Chester R., Costa ML., Shepstone L., Cooper A., Donell ST.
A number of studies have indicated that eccentric calf muscle training has beneficial effects in the management of Achilles tendon pain for recreational athletes. The purpose of this prospective randomised single blind pilot study was to investigate their potential effectiveness compared with therapeutic ultrasound in subjects with relatively sedentary lifestyles in an NHS hospital setting. Eleven men and five women (mean age 53+/-21 years) with Achilles tendon pain of minimum duration 4 months were randomised to one of two treatment groups; either eccentric loading or ultrasound. Administration of ultrasound and regular supervision of exercises occurred over a period of 6 weeks, with unsupervised exercises continuing for another 6 weeks.
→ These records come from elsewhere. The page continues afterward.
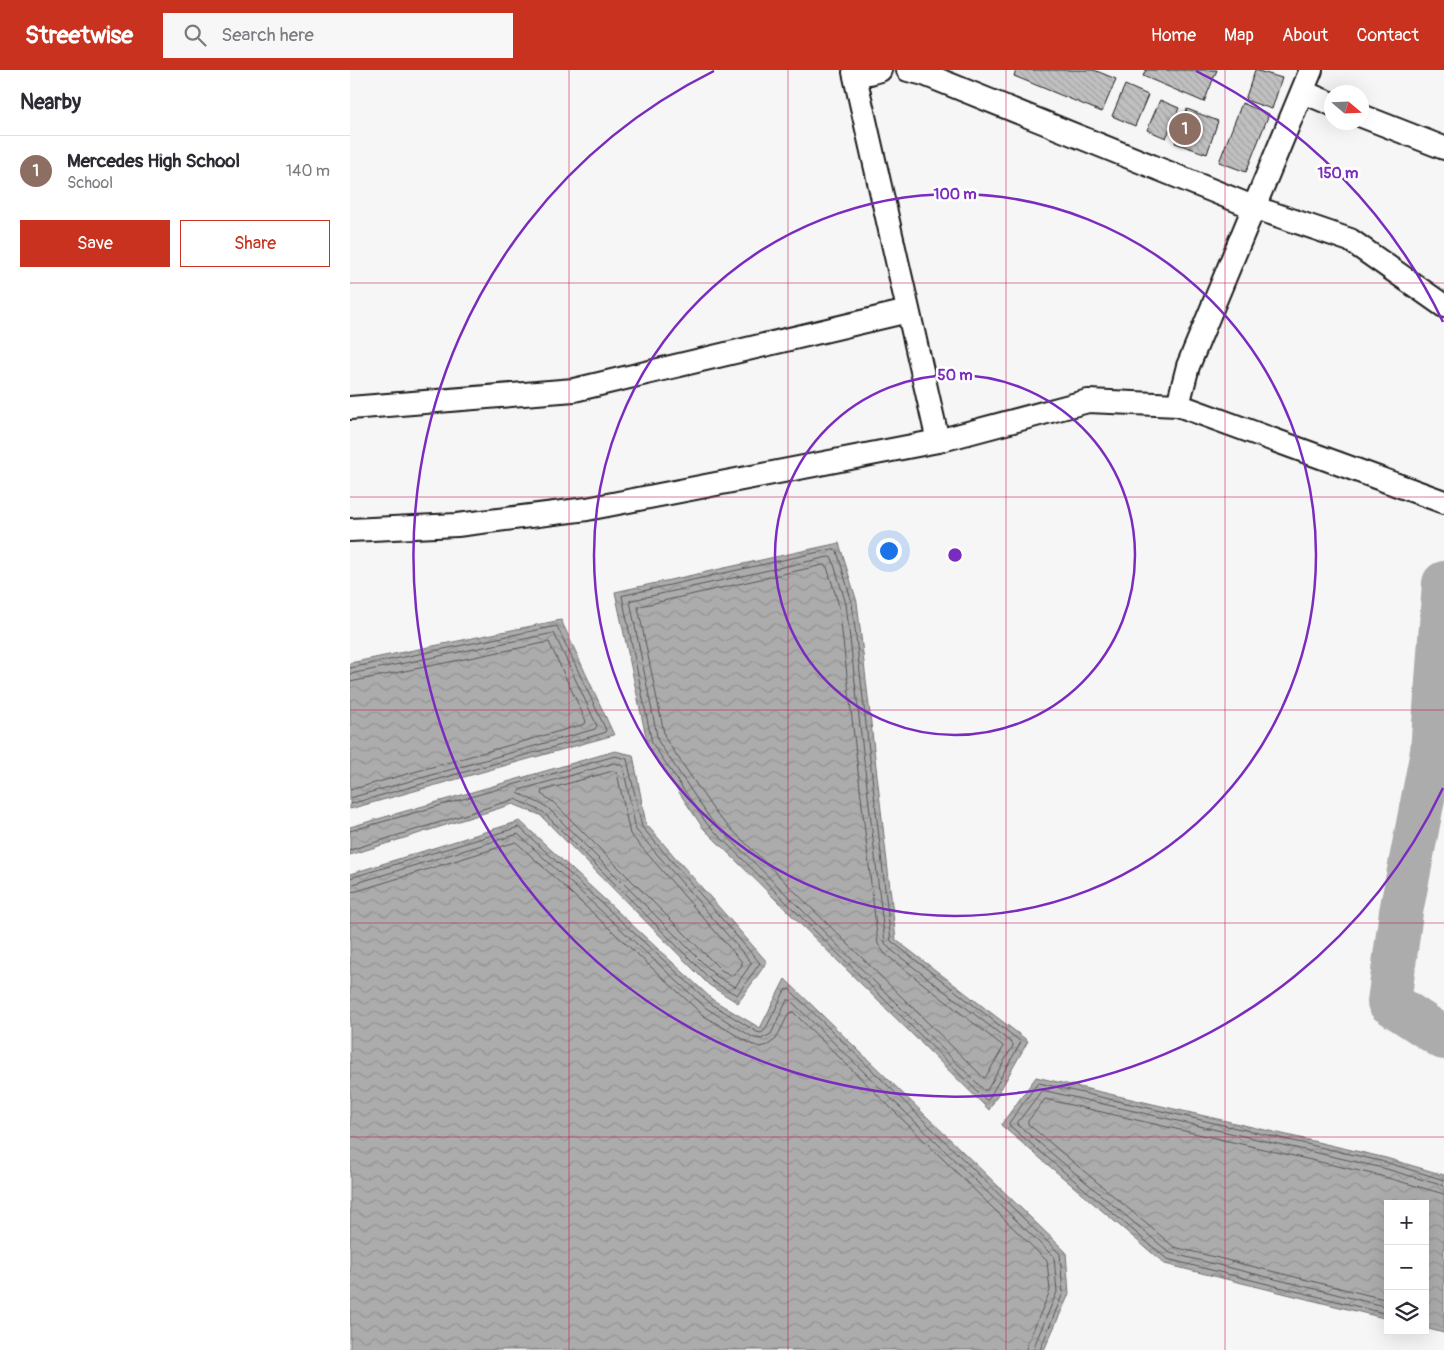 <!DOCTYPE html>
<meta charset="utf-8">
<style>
body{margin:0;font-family:Pangolin,sans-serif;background:#f7f7f7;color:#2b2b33}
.controls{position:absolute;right:15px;bottom:15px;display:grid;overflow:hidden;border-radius:0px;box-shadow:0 5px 20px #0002}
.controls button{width:45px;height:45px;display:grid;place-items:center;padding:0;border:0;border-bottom:1px solid #e1e1e2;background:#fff;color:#2b2b33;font:25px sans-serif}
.compass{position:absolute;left:974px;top:15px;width:45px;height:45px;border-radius:50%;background:#fff;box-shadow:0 5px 20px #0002;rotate:109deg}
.you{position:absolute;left:538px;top:480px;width:18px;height:18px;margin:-12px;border:4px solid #fff;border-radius:50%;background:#1a73e8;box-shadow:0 0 0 8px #1a73e833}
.badge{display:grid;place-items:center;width:32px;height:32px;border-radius:50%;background:#c8321e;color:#fff;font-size:16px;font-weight:700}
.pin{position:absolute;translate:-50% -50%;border:2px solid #fff;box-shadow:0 1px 5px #0006}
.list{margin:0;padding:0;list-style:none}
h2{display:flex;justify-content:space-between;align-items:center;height:65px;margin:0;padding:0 20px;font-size:21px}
h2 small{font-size:16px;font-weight:400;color:#7c7c81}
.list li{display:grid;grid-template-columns:32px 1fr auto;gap:15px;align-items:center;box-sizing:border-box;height:70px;padding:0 20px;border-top:1px solid #e1e1e2}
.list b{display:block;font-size:19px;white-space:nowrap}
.list p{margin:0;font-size:16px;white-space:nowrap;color:#7c7c81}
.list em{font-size:16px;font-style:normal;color:#7c7c81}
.actions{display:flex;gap:10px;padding:15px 20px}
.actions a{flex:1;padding:11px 0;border:1px solid #c8321e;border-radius:0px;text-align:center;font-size:18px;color:#c8321e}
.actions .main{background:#c8321e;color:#fff}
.icon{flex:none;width:28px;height:28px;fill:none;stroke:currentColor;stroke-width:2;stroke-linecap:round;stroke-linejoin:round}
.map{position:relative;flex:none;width:1094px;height:1280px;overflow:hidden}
header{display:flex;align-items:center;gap:30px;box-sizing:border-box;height:70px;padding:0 25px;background:#c8321e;color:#fff}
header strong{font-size:24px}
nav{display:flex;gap:28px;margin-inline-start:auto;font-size:18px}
.search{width:350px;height:45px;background:#f7f7f7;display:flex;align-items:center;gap:12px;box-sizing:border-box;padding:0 18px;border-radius:0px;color:#7c7c81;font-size:19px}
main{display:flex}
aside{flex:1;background:#fff}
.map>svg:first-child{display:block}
.water{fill:url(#water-waves);stroke:#727272}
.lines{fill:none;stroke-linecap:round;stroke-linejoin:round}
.shore{stroke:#565656;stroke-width:1}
.river{stroke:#acacac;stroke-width:44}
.building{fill:url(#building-back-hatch);stroke:#1c1c1c}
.street-casing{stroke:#1c1c1c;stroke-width:26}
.street{stroke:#fff;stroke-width:22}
.grid{fill:none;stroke:#c2185b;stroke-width:1;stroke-opacity:0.55}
.ring{fill:none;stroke:#7b2cbf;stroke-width:2.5}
.centre{fill:#7b2cbf;stroke:#fff;stroke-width:2.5}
.ring-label{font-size:15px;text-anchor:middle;font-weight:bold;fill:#7b2cbf;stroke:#fff;stroke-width:5;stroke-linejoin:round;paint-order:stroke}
</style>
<header>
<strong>Streetwise</strong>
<div class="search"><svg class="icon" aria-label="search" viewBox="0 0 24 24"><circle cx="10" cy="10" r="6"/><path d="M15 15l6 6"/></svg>Search here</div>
<nav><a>Home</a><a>Map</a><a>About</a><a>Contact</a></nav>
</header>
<main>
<aside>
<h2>Nearby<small></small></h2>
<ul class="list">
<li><span class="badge" style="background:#8d6e63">1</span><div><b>Mercedes High School</b><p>School</p></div><em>140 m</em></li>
</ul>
<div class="actions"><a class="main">Save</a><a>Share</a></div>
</aside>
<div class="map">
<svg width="1094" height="1280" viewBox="0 0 1094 1280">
<defs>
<pattern id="water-waves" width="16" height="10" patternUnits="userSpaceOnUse" patternTransform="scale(1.25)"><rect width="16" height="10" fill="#acacac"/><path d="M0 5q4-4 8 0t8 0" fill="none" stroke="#939393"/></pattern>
<pattern id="building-back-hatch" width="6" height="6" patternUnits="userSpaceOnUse" patternTransform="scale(1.25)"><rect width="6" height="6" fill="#c0c0c0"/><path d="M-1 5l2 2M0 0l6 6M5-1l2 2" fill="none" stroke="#a4a4a4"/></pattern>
</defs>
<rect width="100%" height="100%" fill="#f6f6f6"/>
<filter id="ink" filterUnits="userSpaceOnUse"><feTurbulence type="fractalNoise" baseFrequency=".02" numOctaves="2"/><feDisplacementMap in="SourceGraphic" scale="10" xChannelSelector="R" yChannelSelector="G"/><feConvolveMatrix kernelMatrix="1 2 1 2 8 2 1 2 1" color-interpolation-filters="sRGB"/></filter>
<g filter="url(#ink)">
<!-- water -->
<g class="water">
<path d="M 489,473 L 507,532 L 546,870 L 678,971 L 639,1040 L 353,758 L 298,676 L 265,522 Z"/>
<path d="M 211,550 L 264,665 L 0,739 L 0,593 Z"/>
<path d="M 265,681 L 283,685 L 296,754 L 417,892 L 388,933 L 359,915 L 190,745 L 163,734 L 0,785 L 0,757 Z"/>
<path d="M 170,751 L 363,930 L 410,958 L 435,909 L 716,1182 L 719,1224 L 694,1280 L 0,1280 L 0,804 Z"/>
<path d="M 686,1007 L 1036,1088 L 1094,1105 L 1094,1263 L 1075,1258 L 1075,1134 L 1038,1134 L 1038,1249 L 815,1194 L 651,1055 Z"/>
</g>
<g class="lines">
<!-- shore -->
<g class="shore">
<path d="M 484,479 L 487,481 L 502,533 L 541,871 L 671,972 L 638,1030 L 636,1030 L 357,754 L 302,673 L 272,526 Z"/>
<path d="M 479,487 L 482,488 L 496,534 L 535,873 L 540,879 L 663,974 L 663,976 L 637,1020 L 634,1020 L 361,750 L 308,671 L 280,531 Z"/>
<path d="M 474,495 L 477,497 L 489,536 L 528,874 L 535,884 L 653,976 L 653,978 L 635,1008 L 633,1007 L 367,745 L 315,668 L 288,537 Z"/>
<path d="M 0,598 L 207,556 L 256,660 L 254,663 L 0,734"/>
<path d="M 0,604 L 204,563 L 247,656 L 245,659 L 0,728"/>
<path d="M 0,612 L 199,572 L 236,651 L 235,654 L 0,720"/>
<path d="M 265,693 L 273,696 L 286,760 L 401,892 L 401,894 L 385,917 L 366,906 L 197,737 L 168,723 L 170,720 Z"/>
<path d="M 264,701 L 267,703 L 280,764 L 392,892 L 392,895 L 383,906 L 371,900 L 203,732 L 191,724 L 192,721 Z"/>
<path d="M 0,761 L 265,686 L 277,689 L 292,757 L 410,893 L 387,925 L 363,912 L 193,742 L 165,729 L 0,780"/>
<path d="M 0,808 L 169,757 L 360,933 L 407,962 L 411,963 L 415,960 L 435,920 L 439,919 L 710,1184 L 713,1223 L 690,1280"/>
<path d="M 0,815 L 168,764 L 356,938 L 404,968 L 411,969 L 421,964 L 437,930 L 440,930 L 704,1187 L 707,1222 L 685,1274 L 684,1280"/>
<path d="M 0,822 L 7,821 L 166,772 L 354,946 L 401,974 L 410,977 L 418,975 L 426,969 L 439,943 L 443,942 L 697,1191 L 700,1221 L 678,1272 L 676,1280"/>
<path d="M 1038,1230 L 824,1177 L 678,1054 L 678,1051 L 695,1029 L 1031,1106 L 1094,1124"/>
<path d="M 1038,1237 L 820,1183 L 668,1055 L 668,1052 L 692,1020 L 1033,1098 L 1094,1116"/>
<path d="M 1038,1244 L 817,1189 L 660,1056 L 659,1053 L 687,1014 L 689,1013 L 1035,1092 L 1094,1110"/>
</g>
<!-- river -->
<path class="river" d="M 1094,513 L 1082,682 L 1051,842 L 1039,932 L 1094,968"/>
</g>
<!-- building -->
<g class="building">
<path d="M 666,0 L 744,0 L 766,9 L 752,42 L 664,6 Z"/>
<path d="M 796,0 L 867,0 L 854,32 L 793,6 Z"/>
<path d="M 905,0 L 932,8 L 922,39 L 895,30 Z"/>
<path d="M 775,15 L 798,25 L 785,56 L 762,46 Z"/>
<path d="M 810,30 L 829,38 L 816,68 L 797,60 Z"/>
<path d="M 892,33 L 919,44 L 896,102 L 869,92 Z"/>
<path d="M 837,39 L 868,51 L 857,84 L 825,73 Z"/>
</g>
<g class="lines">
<!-- street casing -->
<g class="street-casing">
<g id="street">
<path d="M 530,0 L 520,3 L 504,2 L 588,371"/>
<path d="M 558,0 L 574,4 L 903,137 L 1000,170 L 1094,236"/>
<path d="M 953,22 L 982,34"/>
<path d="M 1012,46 L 1094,78"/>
<path d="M 828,335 L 838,296 L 961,0"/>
<path d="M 0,338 L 224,320 L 558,241"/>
<path d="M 0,460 L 107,455 L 237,439 L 588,371 L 738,331 L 828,335 L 1094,432"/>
</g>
</g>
<!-- street -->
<use href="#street" class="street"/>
</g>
</g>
<!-- grid -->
<path class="grid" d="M 219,0 L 219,1280M 438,0 L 438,1280M 656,0 L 656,1280M 875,0 L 875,1280M 0,213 L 1094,213M 0,427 L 1094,427M 0,640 L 1094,640M 0,853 L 1094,853M 0,1067 L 1094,1067"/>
<!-- distance rings -->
<g class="ring">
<circle cx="605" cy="485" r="180"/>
<circle cx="605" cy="485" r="361"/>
<path d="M1093 718A541 541 0 1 1 364 1M846 1A541 541 0 0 1 1093 252"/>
</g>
<circle cx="605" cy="485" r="8" class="centre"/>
<g class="ring-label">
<text x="988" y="108">150 m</text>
<text x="605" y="129">100 m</text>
<text x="605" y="310">50 m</text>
</g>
</svg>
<div class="controls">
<button>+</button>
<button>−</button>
<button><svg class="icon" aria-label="layers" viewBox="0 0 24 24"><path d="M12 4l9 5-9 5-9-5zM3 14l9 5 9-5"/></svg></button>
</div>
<svg class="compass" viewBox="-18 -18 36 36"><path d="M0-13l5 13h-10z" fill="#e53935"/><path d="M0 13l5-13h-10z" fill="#7c7c81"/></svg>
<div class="you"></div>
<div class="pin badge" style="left:835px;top:59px;background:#8d6e63">1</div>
</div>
</main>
Outcome measurements were taken prior to and after 2, 4, 6 and 12 weeks after commencing treatment. They included: pain on a visual analogue scale, functional index of the leg and lower limb, and the five question EuroQol generalised health questionnaire. The difference in mean score was calculated together with 95% confidence intervals assuming a normal distribution. There were no statistically significant differences between groups or clear trends over time. In addition there was considerable overlap between the confidence intervals. This is not unexpected given the small sample size. Both interventions proved acceptable to the patients with no adverse effects. On this basis we intend conducting a full multi-centred study.